Exercise aim: Filter the lines below, keeping each one that holds "readable".

Dataset records:

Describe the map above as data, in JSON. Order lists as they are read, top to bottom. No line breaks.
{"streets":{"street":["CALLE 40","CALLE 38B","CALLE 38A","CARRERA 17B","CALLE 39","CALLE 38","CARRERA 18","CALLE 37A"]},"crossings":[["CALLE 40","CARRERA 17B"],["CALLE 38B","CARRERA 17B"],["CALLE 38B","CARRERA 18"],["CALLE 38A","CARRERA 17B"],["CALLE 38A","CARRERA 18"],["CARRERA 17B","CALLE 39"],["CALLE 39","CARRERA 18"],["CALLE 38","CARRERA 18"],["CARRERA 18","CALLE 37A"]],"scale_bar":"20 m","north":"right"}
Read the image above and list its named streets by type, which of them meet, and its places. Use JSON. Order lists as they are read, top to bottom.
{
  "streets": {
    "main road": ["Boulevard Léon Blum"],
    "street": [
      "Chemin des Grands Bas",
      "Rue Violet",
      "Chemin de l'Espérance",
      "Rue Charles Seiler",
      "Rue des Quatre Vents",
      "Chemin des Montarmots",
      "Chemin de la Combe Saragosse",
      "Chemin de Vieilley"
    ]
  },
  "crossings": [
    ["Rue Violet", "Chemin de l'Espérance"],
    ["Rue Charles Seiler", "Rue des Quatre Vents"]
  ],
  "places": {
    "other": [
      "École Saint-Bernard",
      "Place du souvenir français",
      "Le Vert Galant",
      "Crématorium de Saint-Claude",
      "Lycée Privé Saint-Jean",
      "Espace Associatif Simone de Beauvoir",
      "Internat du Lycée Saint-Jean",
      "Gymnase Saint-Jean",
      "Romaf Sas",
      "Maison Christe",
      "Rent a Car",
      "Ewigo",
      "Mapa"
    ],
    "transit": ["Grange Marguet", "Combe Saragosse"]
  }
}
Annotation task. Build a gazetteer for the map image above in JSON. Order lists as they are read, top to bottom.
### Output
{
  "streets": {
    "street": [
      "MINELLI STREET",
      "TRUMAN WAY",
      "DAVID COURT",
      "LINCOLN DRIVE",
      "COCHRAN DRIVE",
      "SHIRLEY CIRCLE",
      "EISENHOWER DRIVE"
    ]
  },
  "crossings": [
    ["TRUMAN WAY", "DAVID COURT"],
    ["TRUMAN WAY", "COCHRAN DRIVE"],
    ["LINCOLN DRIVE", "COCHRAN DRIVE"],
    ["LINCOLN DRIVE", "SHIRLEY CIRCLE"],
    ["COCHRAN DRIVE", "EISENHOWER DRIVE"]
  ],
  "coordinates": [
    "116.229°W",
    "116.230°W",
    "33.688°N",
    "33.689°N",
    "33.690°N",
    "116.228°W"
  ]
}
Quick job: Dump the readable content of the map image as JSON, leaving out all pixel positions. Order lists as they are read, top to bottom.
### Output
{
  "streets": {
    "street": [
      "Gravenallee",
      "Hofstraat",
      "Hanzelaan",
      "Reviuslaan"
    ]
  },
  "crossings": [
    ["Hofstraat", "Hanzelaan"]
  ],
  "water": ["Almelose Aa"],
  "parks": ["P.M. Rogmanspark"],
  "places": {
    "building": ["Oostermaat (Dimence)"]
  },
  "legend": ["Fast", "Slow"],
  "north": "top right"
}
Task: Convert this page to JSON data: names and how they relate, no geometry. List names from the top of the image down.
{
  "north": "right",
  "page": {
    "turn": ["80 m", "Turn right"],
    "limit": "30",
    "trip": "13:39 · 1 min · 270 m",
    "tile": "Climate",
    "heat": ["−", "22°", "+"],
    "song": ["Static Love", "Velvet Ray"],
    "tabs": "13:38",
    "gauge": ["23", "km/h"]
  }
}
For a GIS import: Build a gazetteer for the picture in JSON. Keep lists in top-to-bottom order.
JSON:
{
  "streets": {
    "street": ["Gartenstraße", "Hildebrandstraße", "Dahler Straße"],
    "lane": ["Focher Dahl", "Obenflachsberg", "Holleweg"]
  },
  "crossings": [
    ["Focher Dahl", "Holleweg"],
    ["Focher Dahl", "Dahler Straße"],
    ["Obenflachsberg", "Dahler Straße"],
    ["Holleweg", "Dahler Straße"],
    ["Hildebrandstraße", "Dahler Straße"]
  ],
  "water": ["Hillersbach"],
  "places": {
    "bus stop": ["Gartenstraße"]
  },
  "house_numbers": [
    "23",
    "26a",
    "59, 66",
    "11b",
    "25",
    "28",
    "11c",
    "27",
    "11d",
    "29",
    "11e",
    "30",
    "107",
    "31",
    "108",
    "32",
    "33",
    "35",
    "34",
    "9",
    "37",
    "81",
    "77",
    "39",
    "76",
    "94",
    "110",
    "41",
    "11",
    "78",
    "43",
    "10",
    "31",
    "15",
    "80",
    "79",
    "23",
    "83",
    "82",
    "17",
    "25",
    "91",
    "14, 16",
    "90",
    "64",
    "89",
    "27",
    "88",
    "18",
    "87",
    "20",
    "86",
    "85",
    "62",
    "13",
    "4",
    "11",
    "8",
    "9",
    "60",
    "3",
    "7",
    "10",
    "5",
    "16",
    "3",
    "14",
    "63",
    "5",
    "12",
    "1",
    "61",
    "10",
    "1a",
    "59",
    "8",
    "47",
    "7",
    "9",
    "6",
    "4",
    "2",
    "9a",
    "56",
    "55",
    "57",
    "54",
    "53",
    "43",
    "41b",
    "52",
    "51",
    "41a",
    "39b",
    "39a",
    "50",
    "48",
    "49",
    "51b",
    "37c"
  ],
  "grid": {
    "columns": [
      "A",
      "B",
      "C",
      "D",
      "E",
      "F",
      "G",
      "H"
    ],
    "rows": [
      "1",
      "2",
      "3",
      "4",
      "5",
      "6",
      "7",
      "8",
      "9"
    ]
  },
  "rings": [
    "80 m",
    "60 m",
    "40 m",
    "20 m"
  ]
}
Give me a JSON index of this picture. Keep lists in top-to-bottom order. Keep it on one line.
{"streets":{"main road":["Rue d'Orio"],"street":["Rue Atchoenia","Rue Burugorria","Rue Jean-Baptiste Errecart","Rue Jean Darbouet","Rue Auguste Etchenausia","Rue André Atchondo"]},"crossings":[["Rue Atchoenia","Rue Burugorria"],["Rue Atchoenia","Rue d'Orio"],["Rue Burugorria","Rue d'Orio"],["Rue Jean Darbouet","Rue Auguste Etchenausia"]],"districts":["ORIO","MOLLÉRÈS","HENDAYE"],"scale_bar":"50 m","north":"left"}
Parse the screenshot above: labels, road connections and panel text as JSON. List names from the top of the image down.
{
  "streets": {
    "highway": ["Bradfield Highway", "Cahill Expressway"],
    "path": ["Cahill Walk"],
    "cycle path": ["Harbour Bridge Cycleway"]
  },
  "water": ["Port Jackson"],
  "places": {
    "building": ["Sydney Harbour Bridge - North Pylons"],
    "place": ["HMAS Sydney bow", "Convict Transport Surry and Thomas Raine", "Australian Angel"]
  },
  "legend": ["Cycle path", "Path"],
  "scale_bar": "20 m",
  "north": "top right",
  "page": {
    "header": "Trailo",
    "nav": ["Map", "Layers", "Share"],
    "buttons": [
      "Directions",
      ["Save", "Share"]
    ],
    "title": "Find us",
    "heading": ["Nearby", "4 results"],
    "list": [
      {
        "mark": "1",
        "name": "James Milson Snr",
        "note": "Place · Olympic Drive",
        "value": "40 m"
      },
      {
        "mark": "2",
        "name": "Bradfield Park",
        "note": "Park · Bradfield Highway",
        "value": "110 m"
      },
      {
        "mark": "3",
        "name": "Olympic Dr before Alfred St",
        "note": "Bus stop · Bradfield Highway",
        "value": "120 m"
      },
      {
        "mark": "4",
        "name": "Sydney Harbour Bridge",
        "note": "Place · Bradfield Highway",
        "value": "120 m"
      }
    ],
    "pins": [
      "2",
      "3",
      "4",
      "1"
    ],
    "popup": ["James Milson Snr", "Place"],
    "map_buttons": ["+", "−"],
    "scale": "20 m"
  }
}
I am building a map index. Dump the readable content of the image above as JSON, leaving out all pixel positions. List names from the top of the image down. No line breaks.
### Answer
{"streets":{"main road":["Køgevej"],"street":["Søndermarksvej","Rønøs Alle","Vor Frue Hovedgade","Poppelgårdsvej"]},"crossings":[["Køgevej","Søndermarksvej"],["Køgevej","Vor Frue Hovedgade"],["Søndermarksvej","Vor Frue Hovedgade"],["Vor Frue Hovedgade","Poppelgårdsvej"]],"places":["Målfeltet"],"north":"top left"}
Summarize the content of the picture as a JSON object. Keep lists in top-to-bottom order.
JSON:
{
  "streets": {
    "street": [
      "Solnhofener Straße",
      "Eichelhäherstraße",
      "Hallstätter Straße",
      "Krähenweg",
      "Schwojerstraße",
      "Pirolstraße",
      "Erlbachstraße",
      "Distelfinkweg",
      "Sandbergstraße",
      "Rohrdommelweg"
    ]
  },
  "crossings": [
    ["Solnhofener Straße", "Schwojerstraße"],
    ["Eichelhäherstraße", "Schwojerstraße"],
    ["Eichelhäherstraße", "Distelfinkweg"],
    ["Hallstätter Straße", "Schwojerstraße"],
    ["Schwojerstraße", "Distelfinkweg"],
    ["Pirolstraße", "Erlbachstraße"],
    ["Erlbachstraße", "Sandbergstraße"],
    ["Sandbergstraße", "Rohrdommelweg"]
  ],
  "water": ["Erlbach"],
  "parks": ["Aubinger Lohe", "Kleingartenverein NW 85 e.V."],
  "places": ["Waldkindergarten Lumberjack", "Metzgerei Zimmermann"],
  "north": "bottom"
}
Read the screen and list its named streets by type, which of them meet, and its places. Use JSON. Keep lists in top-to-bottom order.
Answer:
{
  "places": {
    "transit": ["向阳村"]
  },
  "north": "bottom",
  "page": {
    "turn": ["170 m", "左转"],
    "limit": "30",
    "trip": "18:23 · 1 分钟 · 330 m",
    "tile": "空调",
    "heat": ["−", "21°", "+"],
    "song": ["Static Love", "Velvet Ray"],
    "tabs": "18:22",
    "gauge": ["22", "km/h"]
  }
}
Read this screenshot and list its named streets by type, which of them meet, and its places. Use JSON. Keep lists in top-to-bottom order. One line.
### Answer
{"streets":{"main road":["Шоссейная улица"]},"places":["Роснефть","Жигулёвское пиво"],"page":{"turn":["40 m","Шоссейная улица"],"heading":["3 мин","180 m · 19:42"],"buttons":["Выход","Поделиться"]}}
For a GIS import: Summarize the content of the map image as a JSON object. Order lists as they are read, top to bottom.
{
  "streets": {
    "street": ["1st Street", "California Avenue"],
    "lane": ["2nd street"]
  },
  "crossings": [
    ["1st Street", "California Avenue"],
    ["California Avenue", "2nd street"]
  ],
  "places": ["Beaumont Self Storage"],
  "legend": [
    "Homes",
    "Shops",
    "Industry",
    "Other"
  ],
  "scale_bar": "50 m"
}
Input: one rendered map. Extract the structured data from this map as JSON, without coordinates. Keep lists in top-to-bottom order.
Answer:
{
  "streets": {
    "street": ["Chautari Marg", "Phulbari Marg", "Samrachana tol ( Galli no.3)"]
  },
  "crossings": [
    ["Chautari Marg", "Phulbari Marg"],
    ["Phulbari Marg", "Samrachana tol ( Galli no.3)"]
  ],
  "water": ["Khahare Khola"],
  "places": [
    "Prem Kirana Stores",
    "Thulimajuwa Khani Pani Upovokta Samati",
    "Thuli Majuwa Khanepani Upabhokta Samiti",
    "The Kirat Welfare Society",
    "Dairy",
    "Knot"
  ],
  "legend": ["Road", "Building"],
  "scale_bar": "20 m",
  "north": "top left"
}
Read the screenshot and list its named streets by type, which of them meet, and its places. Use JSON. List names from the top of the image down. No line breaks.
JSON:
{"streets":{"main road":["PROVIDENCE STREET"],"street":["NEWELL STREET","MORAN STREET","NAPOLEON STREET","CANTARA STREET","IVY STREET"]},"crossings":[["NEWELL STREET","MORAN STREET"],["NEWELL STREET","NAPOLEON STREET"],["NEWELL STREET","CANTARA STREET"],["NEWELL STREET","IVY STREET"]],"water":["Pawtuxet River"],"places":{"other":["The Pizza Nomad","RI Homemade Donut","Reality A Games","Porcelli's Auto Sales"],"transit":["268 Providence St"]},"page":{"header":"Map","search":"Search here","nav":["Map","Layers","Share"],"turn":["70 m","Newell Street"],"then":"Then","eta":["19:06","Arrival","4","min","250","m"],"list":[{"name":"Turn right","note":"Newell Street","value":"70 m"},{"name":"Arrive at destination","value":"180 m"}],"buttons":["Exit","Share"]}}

Exercise solution:
Quick job: Dump the readable content of the map image as JSON, leaving out all pixel positions. Order lists as they are read, top to bottom.
I am building a map index. Dump the readable content of the image above as JSON, leaving out all pixel positions. List names from the top of the image down. No line breaks.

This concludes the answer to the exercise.